Sheila liked how Barry was going to face the fire for her if it meant getting Snart to help. But this was her problem.

“One night?”

Snart looked positively thrilled at the question. Barry looked positively dreadful.

“A few hours of just you,” be stepped forward. “And me.” Another step. “And no one else to bother us.”

Geez, if Snart didn’t look so terrifying right now with the way the lights shadowed over the angles of his face, Sheila might have been excited at the prospect.

Sheila nodded to herself before speaking. “One night. Alone with me.” Barry looked pained. “If, and only if you can find out who placed the hit on me and help me take them down.”

Cold smirked. “So I get paid after services rendered? I don’t know, that’s not how I usually roll.”

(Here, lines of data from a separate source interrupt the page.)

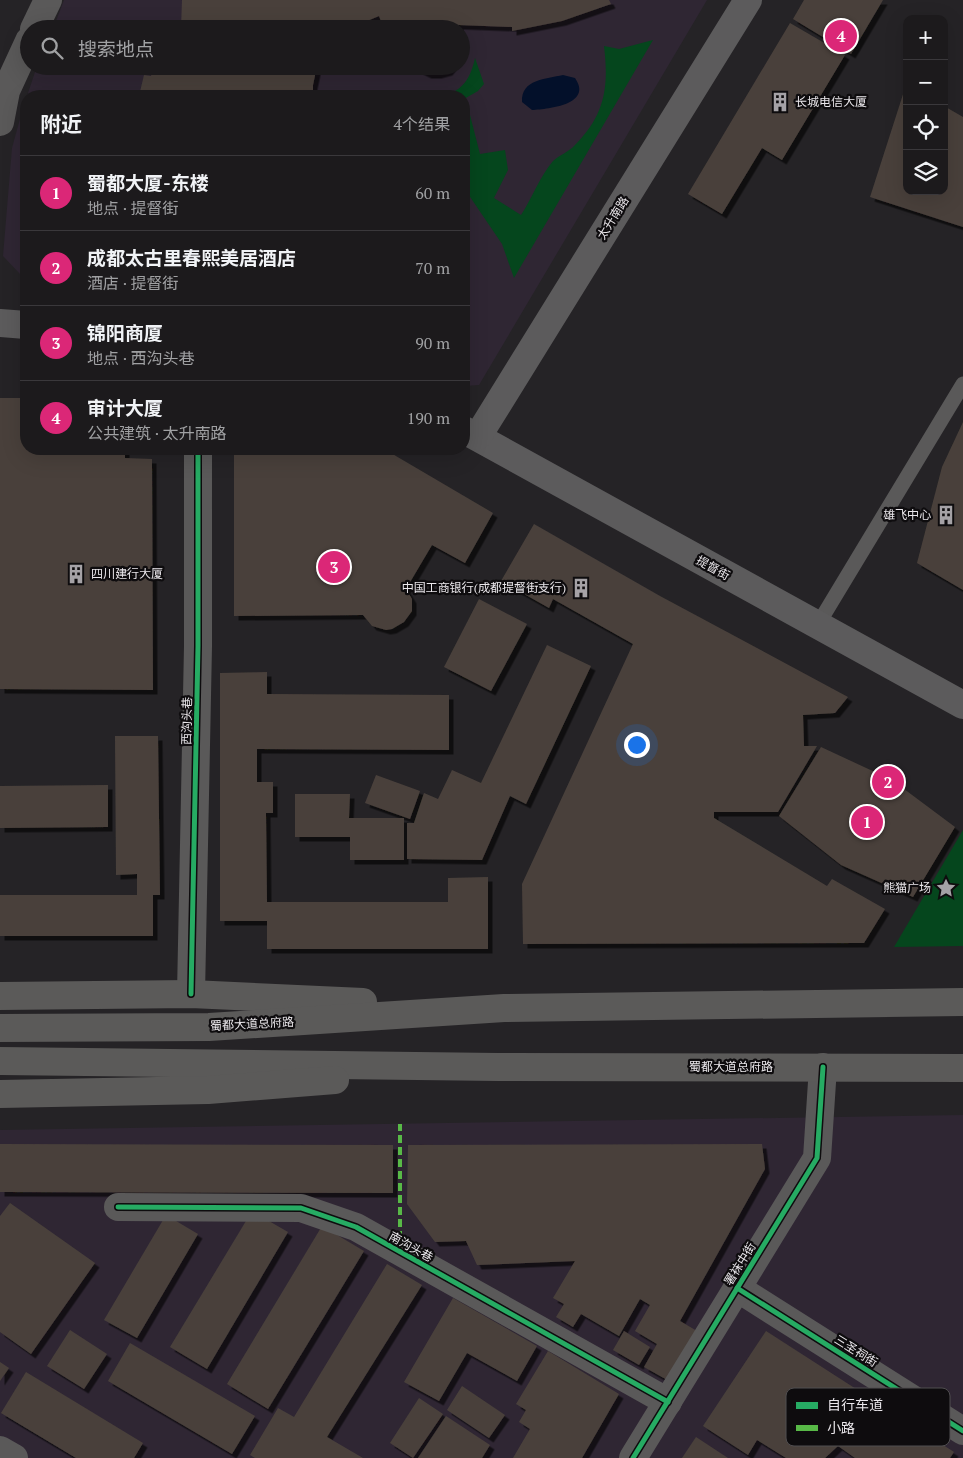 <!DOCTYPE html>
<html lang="zh">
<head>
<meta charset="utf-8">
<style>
	:root { --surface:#1c1a1c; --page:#292729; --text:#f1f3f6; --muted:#a0a1a3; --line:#3a383b; --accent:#db2777 }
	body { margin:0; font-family:"PT Serif","Noto Sans SC",serif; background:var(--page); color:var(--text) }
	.controls { position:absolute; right:15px; top:15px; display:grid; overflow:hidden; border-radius:10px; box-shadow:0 5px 20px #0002 }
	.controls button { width:45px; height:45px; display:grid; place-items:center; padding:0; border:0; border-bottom:1px solid var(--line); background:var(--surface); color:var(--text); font:25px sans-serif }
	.you { position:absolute; left:636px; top:744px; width:18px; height:18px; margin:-12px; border:4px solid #fff; border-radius:50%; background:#1a73e8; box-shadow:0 0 0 8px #1a73e833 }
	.badge { display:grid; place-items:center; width:32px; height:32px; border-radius:50%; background:var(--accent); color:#fff; font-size:16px; font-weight:700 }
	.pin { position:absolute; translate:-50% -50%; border:2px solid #fff; box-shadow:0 1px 5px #0006 }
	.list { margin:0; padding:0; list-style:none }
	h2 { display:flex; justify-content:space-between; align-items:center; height:65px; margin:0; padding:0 20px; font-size:21px }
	h2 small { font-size:16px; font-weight:400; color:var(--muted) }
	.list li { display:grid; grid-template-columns:32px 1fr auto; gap:15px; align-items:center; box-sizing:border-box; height:75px; padding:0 20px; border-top:1px solid var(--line) }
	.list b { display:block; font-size:19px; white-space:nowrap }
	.list p { margin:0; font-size:16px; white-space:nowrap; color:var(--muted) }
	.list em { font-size:16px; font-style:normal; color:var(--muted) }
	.icon { flex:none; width:28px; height:28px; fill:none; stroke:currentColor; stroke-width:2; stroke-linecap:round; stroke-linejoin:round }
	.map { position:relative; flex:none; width:963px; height:1458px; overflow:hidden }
	.search { position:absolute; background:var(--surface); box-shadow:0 5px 20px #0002; left:20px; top:20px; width:450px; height:55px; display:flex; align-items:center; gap:12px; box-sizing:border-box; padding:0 18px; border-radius:28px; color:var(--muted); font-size:19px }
	.panel { position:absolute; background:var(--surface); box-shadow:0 5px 20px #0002; left:20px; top:90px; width:450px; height:365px; border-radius:20px }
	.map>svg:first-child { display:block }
	.commercial { fill:#2f2633 }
	.green { fill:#05461d }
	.water { fill:#03102a }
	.building { fill:#49403b; filter:url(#shadow) }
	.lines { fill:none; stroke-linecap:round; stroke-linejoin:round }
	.service { stroke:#5a5959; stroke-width:15 }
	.minor { stroke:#5a5959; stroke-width:28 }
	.secondary { stroke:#5c5b5c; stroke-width:28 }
	.primary { stroke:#5b5a59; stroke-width:28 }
	.quiet { stroke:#58b947; stroke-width:4; stroke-dasharray:8 4; stroke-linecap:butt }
	.cycleway-casing { stroke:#0e0c0e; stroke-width:8 }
	.cycleway { stroke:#26ab63; stroke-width:5 }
	.labels { text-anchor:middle; stroke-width:4.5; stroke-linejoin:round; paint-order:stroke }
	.poi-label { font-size:12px; fill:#eae7eb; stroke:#0e0c0e; text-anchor:end }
	.street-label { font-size:12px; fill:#eae7eb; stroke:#0e0c0e }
	.key { fill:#0e0c0e; stroke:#504e50; stroke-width:1 }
	.key-label { font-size:14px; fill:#eae7eb }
</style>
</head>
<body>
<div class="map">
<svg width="963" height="1458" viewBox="0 0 963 1458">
	<defs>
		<filter id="shadow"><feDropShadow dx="4.5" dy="4.5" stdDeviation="0" flood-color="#0009"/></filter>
	</defs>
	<rect width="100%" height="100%" fill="#252326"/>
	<g class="commercial">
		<polygon points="64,0 707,0 479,385 464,386 464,96 27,96 37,66 461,66 461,29 53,29"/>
		<polygon points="26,97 26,275 21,275 3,256 12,148"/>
		<polygon points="963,1115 963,1458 0,1458 0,1130"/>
	</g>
	<g class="green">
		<path d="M653 40 514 278 502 244 464 188V119L470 115 480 154 505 150 508 170 494 198 521 215C532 198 540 176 553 161 559 155 569 152 575 145 605 115 609 87 604 46L619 49Z"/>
		<path d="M475 58 484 84 478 91 464 99V96H424L423 91C453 101 469 87 475 58Z"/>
		<polygon points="963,830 963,946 894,947"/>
	</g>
	<path class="water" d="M563 75 575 78C593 104 550 109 532 110L522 102C521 79 546 79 563 75Z"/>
	<g class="building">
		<polygon points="182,0 609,0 611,4 562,21 512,31 512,27 459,25 459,29 384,29 379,16 348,29 181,29"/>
		<polygon points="804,0 883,0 851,54 793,19"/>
		<polygon points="790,23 845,55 782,160 762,148 722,214 688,194"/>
		<polygon points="153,66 317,66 313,85 313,96 139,96 144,75 151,76"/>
		<polygon points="410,66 452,66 448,71 437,74 427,74"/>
		<polygon points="906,85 907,191 944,191 944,106 963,117 963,227 870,197"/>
		<polygon points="0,398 26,398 26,449 125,449 125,458 152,459 153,690 0,689"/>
		<polygon points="963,422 963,590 917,563 942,467"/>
		<polygon points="234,449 384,449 493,513 465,563 432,545 406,589 412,599 412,611 404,622 392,629 386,630 372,626 363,615 234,616"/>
		<polygon points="534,524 660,596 848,697 835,713 803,715 804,746 817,746 778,812 714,812 714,818 827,886 832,879 885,909 864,943 523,944 522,884 633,644 553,599 549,608 501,581"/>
		<polygon points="479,599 527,624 491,691 444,667"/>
		<polygon points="547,645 591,666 526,804 510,796 482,860 407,859 407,823 414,823 424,793 438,799 452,770 481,783"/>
		<polygon points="267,672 267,694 449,695 449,750 257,749 257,782 273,782 273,813 266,813 267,902 448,902 448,878 488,877 488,949 267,949 267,921 220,921 220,673"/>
		<polygon points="115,736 158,736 160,895 153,895 153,936 0,936 0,895 137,895 137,874 116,875"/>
		<polygon points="821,747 892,780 955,827 913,897 841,865 779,816"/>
		<polygon points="376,775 420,791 410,819 365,803"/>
		<polygon points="108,785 108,827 0,828 0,786"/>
		<polygon points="295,794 350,794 349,818 404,818 404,860 350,860 350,837 295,837"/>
		<polygon points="0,1144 393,1145 393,1193 0,1192"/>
		<polygon points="762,1144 765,1169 680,1321 697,1331 669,1381 644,1367 657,1344 635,1331 650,1305 640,1299 619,1336 581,1314 573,1327 556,1317 564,1304 553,1298 575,1261 477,1265 466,1241 435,1242 407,1204 408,1145"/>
		<polygon points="10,1203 95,1263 31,1354 0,1332 0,1216"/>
		<polygon points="255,1213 288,1232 207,1369 170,1347 249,1216"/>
		<polygon points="166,1215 198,1234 137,1338 104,1320"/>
		<polygon points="322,1226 364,1251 268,1409 227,1384"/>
		<polygon points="387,1264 422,1285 327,1437 363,1458 255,1458 250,1455 278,1408 294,1417"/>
		<polygon points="453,1298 537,1346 517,1381 467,1353 439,1401 404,1382"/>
		<polygon points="70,1330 107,1354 84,1389 47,1366"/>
		<polygon points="624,1331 650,1347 639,1365 613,1350"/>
		<polygon points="766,1331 954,1452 950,1458 855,1458 838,1446 825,1458 786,1458 757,1440 748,1455 703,1426"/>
		<polygon points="130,1343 255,1416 232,1454 108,1381"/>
		<polygon points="548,1351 619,1394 582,1458 513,1458 530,1429 519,1422 526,1410 516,1404"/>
		<polygon points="0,1362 9,1368 0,1381"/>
		<polygon points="26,1372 143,1443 134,1458 76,1458 1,1413"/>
		<polygon points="462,1386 505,1415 489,1438 447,1410"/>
		<polygon points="419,1398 443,1414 413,1458 390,1443"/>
		<polygon points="446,1416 490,1445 482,1458 418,1458"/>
		<polygon points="696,1437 728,1458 682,1458"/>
	</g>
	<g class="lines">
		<polyline class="service" points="817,626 963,384"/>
		<g class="minor">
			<polyline points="34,29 48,0"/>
			<polyline points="0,122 6,91 29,41"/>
			<polyline points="191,994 198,646 198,449"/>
			<polyline points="118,1207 301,1208 356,1227 668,1402"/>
			<polyline points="737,1288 963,1431"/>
			<polyline points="0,1450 14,1458"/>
			<polyline points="633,1458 817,1158 823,1067"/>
		</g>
		<g class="secondary">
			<polyline points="0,323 26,325"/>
			<polyline points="464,430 963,705"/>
			<polyline points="478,436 748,0"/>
		</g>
		<g class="primary">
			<polyline points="0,996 191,994 363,1002"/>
			<polyline points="0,1028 209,1027 504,1008 963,1002"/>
			<polyline points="0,1061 498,1067 963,1068"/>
			<polyline points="0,1094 208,1090 335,1080"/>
		</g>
		<polyline class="quiet" points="400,1251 400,1124"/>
		<defs>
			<g id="cycleway">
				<polyline points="191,994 198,646 198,449"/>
				<polyline points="118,1207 301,1208 356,1227 668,1402"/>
				<polyline points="737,1288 963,1431"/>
				<polyline points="633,1458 817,1158 823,1067"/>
			</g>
		</defs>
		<use href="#cycleway" class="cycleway-casing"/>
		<use href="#cycleway" class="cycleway"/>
	</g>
	<defs>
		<symbol id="building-bare" viewBox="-9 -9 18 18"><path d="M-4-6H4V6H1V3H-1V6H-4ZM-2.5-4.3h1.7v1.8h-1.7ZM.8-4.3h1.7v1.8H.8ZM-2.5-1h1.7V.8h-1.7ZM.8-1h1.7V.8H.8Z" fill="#a5a2a6" stroke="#0e0c0e" stroke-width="2.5" paint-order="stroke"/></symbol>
		<symbol id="sight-bare" viewBox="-9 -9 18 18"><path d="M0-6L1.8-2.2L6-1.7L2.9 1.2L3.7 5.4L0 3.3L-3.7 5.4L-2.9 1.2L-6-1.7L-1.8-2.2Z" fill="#a5a2a6" stroke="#0e0c0e" stroke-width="2.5" paint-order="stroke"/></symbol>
	</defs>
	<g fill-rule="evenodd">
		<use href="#building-bare" x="766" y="88" width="28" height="28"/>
		<use href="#building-bare" x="932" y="501" width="28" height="28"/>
		<use href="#building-bare" x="62" y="560" width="28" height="28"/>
		<use href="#building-bare" x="567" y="574" width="28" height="28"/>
		<use href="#sight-bare" x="932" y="874" width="28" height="28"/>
	</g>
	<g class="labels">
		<g class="poi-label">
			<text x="795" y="106" text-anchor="start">长城电信大厦</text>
			<text x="931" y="519">雄飞中心</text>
			<text x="91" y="578" text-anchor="start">四川建行大厦</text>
			<text x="566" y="592">中国工商银行(成都提督街支行)</text>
			<text x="931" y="892">熊猫广场</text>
		</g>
		<g class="street-label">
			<text transform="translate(613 218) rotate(-58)" y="4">太升南路</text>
			<text transform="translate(713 568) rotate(29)" y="4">提督街</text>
			<text transform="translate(187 721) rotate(-89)" y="4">西沟头巷</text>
			<text transform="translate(252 1024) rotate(-3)" y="4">蜀都大道总府路</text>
			<text x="731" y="1071">蜀都大道总府路</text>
			<text transform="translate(411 1247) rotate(29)" y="4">南沟头巷</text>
			<text transform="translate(740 1264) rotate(-58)" y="4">署袜中街</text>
			<text transform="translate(856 1351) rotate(32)" y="4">三圣祠街</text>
		</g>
	</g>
	<rect x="786" y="1388" width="164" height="58" rx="8" class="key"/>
	<rect x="796" y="1402" width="22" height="7" fill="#26ab63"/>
	<rect x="796" y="1425" width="22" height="6" fill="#58b947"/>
	<g class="key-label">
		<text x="827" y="1410">自行车道</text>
		<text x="827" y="1433">小路</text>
	</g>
</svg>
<div class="controls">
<button>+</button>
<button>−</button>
<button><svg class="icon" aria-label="locate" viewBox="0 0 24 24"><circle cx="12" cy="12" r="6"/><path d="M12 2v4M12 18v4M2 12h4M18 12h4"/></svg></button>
<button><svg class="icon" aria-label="layers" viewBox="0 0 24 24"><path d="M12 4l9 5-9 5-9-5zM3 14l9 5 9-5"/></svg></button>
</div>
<div class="you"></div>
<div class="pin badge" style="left:867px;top:822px">1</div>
<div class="pin badge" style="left:888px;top:782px">2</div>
<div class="pin badge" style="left:334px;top:567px">3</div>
<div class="pin badge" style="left:841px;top:36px">4</div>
<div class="search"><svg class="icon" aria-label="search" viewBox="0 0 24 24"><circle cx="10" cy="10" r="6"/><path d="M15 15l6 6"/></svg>搜索地点</div>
<section class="panel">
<h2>附近<small>4个结果</small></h2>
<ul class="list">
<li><span class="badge">1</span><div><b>蜀都大厦-东楼</b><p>地点 · 提督街</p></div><em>60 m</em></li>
<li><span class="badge">2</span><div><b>成都太古里春熙美居酒店</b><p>酒店 · 提督街</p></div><em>70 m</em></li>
<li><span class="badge">3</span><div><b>锦阳商厦</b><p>地点 · 西沟头巷</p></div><em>90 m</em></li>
<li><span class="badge">4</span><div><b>审计大厦</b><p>公共建筑 · 太升南路</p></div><em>190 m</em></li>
</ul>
</section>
</div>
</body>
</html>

The blonde huffed a bit. “I’m sure Green Arrow could help instead.”

Cold’s gaze became… well, cold.

“That’s low ball.” He drawled emotionlessly. He leaned forward suddenly, face to face with Sheila. “I like it.” He turned heel and made his way to one of the three desks in the room. “I’ll help you deal with your problem for one night of conversation.” At Sheila’s (probably wary) expression, he chuckled. “After I take care of everything.”

He sat down heavily in a chair and Barry joined his side. Sheila joined shortly.

Snart smirked at the reflection of Sheila on the monitor before starting up the computer. “This will be fun.”

Of all the guys to be unstressed in, Sheila had to pick the themed villain. Guy was gonna kill her.

Notes:

This is totally for me. It’s chill of no ones into this.